▸ **EXERCISE MATERIALS**:

------------

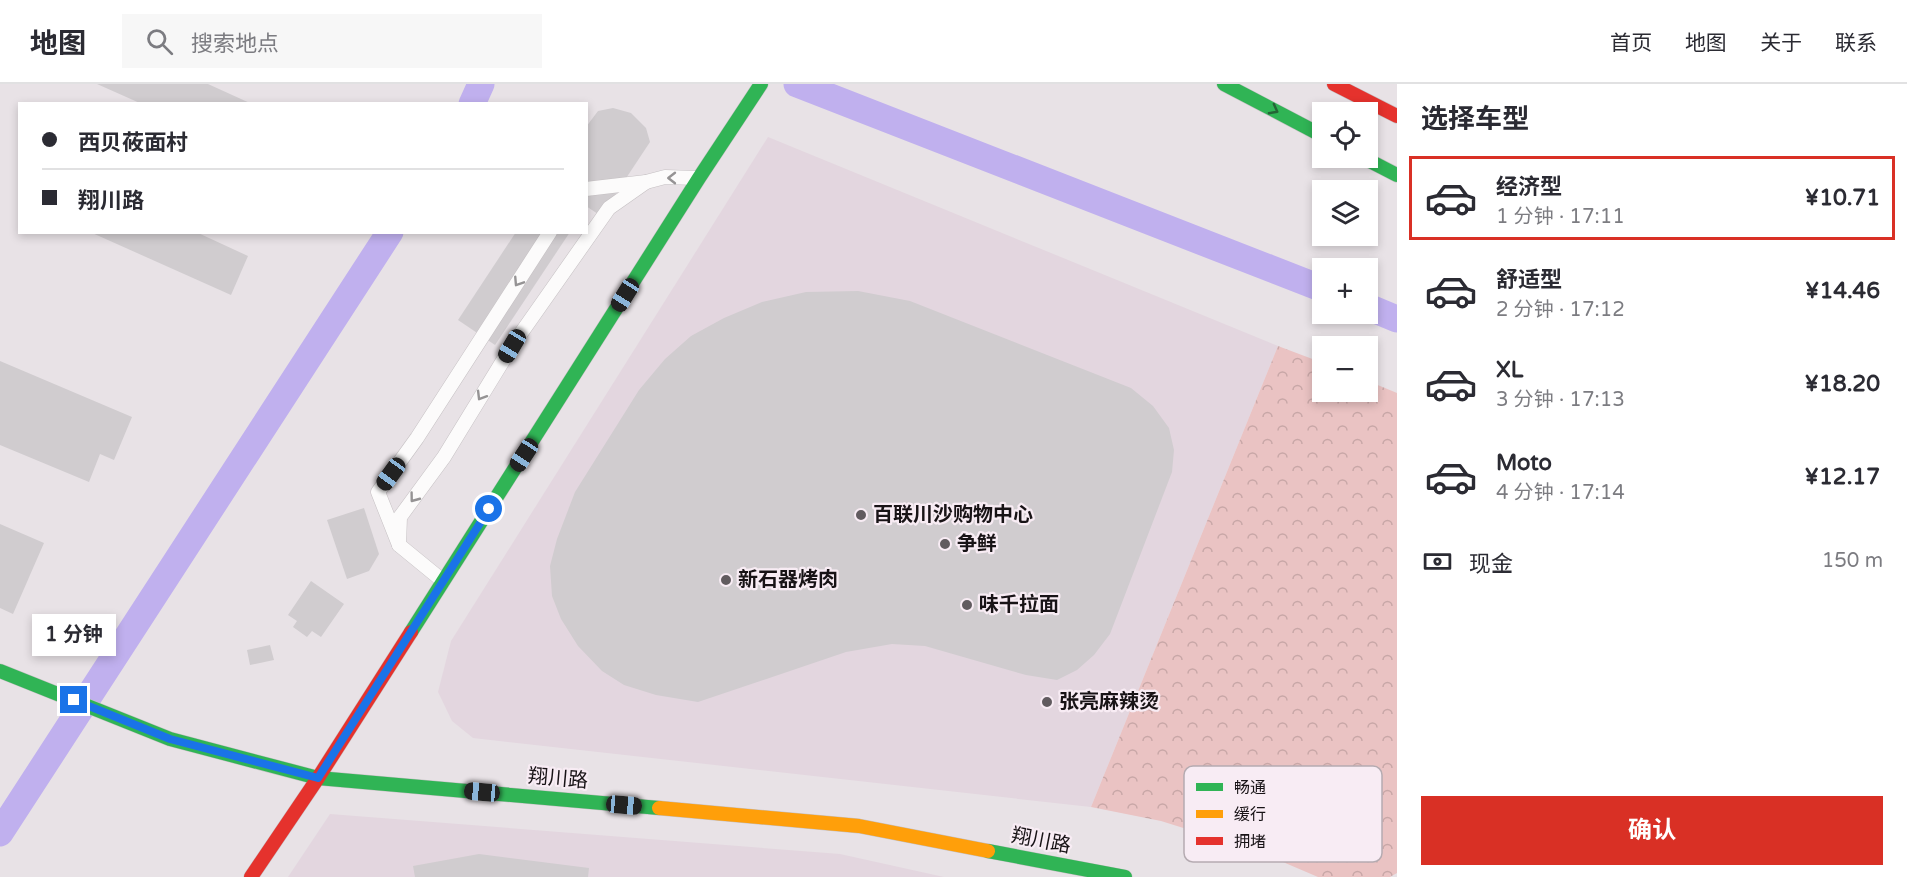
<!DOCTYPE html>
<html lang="zh">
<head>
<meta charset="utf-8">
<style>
  body { margin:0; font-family:"Varela Round","Noto Sans SC",sans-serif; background:#f7f7f7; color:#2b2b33; height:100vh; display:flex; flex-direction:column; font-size:22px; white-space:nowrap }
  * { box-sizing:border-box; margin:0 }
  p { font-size:20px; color:#7c7c81 }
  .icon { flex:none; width:33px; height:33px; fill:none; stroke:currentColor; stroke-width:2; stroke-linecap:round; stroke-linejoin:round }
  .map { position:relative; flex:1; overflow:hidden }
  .details { display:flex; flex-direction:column; background:#fff; width:510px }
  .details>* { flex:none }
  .top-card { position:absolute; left:18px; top:18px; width:570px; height:132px; border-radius:0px; box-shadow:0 3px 9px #0003; display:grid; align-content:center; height:132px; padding:0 24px; background:#fff }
  .controls { position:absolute; left:1312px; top:18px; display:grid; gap:12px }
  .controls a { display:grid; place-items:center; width:66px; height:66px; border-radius:0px; background:#fff; box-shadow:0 3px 9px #0003; font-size:30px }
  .end { position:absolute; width:27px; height:27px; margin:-14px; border:8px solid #1a73e8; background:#fff; box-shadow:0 0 0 3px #fff }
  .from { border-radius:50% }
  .bubble { position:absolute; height:42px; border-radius:0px; background:#fff; box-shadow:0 3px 9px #0003; font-size:20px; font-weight:700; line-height:42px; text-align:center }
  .car { position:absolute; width:18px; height:36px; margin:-18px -9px; border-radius:8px; box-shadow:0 0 4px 2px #0007; background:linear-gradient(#222 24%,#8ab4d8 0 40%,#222 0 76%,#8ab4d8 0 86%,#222 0) }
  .top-card b { display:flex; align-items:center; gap:21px; height:57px; font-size:22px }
  .top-card b+b { border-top:2px solid #e1e1e2 }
  .top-card i { width:15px; height:15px; background:#2b2b33 }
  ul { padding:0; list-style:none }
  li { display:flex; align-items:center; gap:18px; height:84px; margin:0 12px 9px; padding:0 12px; border:3px solid transparent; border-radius:0px }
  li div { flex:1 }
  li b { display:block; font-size:22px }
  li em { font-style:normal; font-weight:700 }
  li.selected { border-color:#d93025 }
  li>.icon { width:54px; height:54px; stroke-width:1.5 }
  h2 { padding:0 24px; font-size:27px; line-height:72px }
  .pay { display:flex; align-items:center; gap:15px; height:66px; padding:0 24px; font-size:22px }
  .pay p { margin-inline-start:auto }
  .primary-button { display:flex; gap:12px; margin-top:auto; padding:12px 24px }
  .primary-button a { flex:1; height:69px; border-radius:0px; background:#d93025; color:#fff; font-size:24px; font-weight:700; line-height:69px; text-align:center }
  header { display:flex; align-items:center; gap:36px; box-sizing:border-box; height:84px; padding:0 30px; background:#fff; border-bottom:2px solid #e1e1e2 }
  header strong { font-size:28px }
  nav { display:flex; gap:33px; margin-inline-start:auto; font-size:21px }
  .search { width:420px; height:54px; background:#f7f7f7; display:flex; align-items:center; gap:15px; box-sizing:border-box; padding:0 21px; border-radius:0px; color:#7c7c81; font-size:22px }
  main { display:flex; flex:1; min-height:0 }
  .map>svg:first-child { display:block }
  .built { fill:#e3d6df }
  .park { fill:url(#park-crowns) }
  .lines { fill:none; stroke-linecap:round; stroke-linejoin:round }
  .canal { stroke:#c0b0ee; stroke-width:27 }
  .building { fill:#d0cccf }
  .lane-casing { stroke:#c5c0c3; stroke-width:15 }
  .fast-casing { stroke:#c5c0c3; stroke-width:15 }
  .slow-casing { stroke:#c5c0c3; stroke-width:15 }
  .jam-casing { stroke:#c5c0c3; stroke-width:15 }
  .lane { stroke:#fcfbfb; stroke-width:14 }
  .fast { stroke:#30b455; stroke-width:14 }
  .slow { stroke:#ff9f0a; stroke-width:14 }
  .jam { stroke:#e5322d; stroke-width:14 }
  .oneway { stroke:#246436 }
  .oneway2 { stroke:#959394 }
  .route { stroke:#1a73e8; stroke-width:8 }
  .poi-dot { fill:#615b5f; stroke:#f8ecf4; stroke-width:2 }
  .labels { text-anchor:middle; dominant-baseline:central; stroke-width:4.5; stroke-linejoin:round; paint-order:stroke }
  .poi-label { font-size:20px; font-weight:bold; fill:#181316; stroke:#f8ecf4; text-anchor:start }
  .street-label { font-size:20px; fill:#181316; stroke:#f8ecf4 }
  .key { fill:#f8ecf4; stroke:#b5abb1; stroke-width:1.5 }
  .key-label { font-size:16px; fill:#181316 }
</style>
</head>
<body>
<header>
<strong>地图</strong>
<div class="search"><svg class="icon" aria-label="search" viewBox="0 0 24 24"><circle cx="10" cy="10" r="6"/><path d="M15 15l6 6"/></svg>搜索地点</div>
<nav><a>首页</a><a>地图</a><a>关于</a><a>联系</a></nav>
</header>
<main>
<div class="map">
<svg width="1397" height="793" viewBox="0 0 1397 793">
  <defs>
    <pattern id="park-crowns" width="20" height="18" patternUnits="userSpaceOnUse" patternTransform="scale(1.5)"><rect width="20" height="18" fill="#eac3c3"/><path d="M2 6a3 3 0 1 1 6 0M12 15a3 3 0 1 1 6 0" fill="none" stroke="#c8a7a7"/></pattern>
  </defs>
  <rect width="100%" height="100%" fill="#e8e2e6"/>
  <g class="built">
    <path d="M768,53L1278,262L1091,723L473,654L452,637L438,608L451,557Z"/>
    <path d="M330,730L840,770L944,793H288Z"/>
  </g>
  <path class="park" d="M1278,262L1323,279V308H1368V297L1397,309V789L1390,793H1318L1257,767L1161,737L1091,723Z"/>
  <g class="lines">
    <g class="canal">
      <path d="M797,0L1323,205"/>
      <path d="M472,20L481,0"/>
      <path d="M1368,223L1397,235"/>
      <path d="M0,749L390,148"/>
    </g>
  </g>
  <g class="building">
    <path d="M97,0H208L252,20H142Z"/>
    <path d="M613,24L631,29L646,44L650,58L601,132L586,122V43L598,27Z"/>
    <path d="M90,148H196L248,172L231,211Z"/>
    <path d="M516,148H570L495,261L458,236Z"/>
    <path d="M858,207L910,217L1131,304L1153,322L1169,344L1174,366L1172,388L1110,550L1094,571L1077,586L1057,596L1026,591L925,562L892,560L846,568L698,618L656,611L624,601L602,587L578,562L561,535L552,512L550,482L557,455L575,408L639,306L665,275L691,252L724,234L762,218L806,208Z"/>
    <path d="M0,277L132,333L114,376L100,370L89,398L0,361Z"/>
    <path d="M364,424L379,470L369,487L347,495L327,436Z"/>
    <path d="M0,440L44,459L13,530L0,524Z"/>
    <path d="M311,497L344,520L321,553L312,547L307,553L293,543L297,537L288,531Z"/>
    <path d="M270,561L274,576L250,581L247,566Z"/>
    <path d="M479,770L589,784L588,793H415L413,782Z"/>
  </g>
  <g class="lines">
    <defs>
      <g id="lane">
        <path d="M586,105L646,98L665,93L696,94"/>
        <path d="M399,461L400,433L444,373L512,262L609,124L646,98"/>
        <path d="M443,497L399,461L378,408L417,354L550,148"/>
      </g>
      <g id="fast">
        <path d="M1224,0L1323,52"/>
        <path d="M1364,74L1397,91"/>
        <path d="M411,548L699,94L761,0"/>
        <path d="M0,587L170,655L318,694L659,724"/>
        <path d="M988,767L1125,793"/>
      </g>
      <path id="slow" d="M659,724L859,742L988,767"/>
      <g id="jam">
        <path d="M1334,0L1397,32"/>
        <path d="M251,793L318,694L411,548"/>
      </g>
    </defs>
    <use href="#lane" class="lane-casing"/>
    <use href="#fast" class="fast-casing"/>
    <use href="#slow" class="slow-casing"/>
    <use href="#jam" class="jam-casing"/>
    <use href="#lane" class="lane"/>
    <use href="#fast" class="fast"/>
    <use href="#slow" class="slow"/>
    <use href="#jam" class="jam"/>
  </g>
  <defs><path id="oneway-chevron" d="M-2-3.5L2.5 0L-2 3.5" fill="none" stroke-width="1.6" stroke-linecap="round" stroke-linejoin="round" transform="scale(1.5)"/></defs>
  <use class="oneway" href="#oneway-chevron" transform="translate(1274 26) rotate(28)"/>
  <g class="oneway2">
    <use href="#oneway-chevron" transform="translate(672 94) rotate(180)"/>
    <use href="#oneway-chevron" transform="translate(518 198) rotate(123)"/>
    <use href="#oneway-chevron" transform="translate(481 312) rotate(121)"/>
    <use href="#oneway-chevron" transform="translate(414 414) rotate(127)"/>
  </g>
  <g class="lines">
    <path class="route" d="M74,616L170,655L318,694L489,425"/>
  </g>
  <g class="poi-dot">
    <circle cx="861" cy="431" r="6"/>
    <circle cx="945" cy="460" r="6"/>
    <circle cx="726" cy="496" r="6"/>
    <circle cx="967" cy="521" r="6"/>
    <circle cx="1047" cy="618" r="6"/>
  </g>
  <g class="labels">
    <g class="poi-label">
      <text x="873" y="431">百联川沙购物中心</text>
      <text x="957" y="460">争鲜</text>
      <text x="738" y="496">新石器烤肉</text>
      <text x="979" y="521">味千拉面</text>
      <text x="1059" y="618">张亮麻辣烫</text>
    </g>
    <g class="street-label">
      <text transform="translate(558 695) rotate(5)">翔川路</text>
      <text transform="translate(1041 757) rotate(11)">翔川路</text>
    </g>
  </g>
  <rect x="1184" y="682" width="198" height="96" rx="9" class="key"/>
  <rect x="1196" y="699" width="27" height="8" fill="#30b455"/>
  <rect x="1196" y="726" width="27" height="8" fill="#ff9f0a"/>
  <rect x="1196" y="753" width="27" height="8" fill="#e5322d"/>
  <g class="key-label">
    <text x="1234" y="709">畅通</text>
    <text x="1234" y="736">缓行</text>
    <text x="1234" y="763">拥堵</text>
  </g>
</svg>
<div class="controls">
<a><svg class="icon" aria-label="locate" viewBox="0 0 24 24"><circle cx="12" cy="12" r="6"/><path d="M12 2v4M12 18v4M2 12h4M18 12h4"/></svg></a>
<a><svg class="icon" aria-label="layers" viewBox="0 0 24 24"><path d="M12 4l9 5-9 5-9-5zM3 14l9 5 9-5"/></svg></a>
<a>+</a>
<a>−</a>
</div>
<i class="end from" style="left:489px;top:425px"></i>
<i class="end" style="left:74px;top:616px"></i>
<div class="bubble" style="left:32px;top:530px;width:84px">1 分钟</div>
<i class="car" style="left:625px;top:211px;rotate:212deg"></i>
<i class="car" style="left:512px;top:262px;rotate:211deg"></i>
<i class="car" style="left:524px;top:371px;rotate:213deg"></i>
<i class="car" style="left:391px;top:390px;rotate:216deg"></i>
<i class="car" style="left:482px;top:708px;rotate:275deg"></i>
<i class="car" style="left:624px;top:721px;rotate:95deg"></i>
<div class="top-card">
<b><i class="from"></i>西贝莜面村</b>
<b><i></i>翔川路</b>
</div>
</div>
<section class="details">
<h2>选择车型</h2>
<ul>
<li class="selected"><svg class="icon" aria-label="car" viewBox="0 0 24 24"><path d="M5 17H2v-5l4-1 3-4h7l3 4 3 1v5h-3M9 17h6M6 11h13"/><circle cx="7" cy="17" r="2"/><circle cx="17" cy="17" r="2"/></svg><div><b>经济型</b><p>1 分钟 · 17:11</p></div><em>¥10.71</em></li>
<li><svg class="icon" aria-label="car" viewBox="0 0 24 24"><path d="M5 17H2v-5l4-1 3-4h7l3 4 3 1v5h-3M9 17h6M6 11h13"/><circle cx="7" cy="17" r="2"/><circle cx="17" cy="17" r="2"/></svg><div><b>舒适型</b><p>2 分钟 · 17:12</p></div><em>¥14.46</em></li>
<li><svg class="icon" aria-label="car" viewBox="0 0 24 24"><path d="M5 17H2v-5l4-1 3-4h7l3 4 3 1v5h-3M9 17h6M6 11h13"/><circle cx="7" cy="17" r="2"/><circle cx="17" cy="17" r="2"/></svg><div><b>XL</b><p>3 分钟 · 17:13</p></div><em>¥18.20</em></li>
<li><svg class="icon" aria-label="car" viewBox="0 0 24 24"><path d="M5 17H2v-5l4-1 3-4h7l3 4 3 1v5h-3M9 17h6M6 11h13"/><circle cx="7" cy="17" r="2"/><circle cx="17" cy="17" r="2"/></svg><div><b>Moto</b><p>4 分钟 · 17:14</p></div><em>¥12.17</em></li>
</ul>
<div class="pay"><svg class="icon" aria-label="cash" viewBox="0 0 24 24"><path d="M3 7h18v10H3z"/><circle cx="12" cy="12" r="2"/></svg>现金<p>150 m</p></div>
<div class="primary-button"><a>确认</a></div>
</section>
</main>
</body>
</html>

------------

Among the records above, extract exactly the lines from the line with "display:flex; gap:33px; margin-inline-start:auto;" to the line with "width:420px; height:54px; background:#f7f7f7;", both lines included, and leave out the rest.

▸ **ANSWER AREA**:
  nav { display:flex; gap:33px; margin-inline-start:auto; font-size:21px }
  .search { width:420px; height:54px; background:#f7f7f7; display:flex; align-items:center; gap:15px; box-sizing:border-box; padding:0 21px; border-radius:0px; color:#7c7c81; font-size:22px }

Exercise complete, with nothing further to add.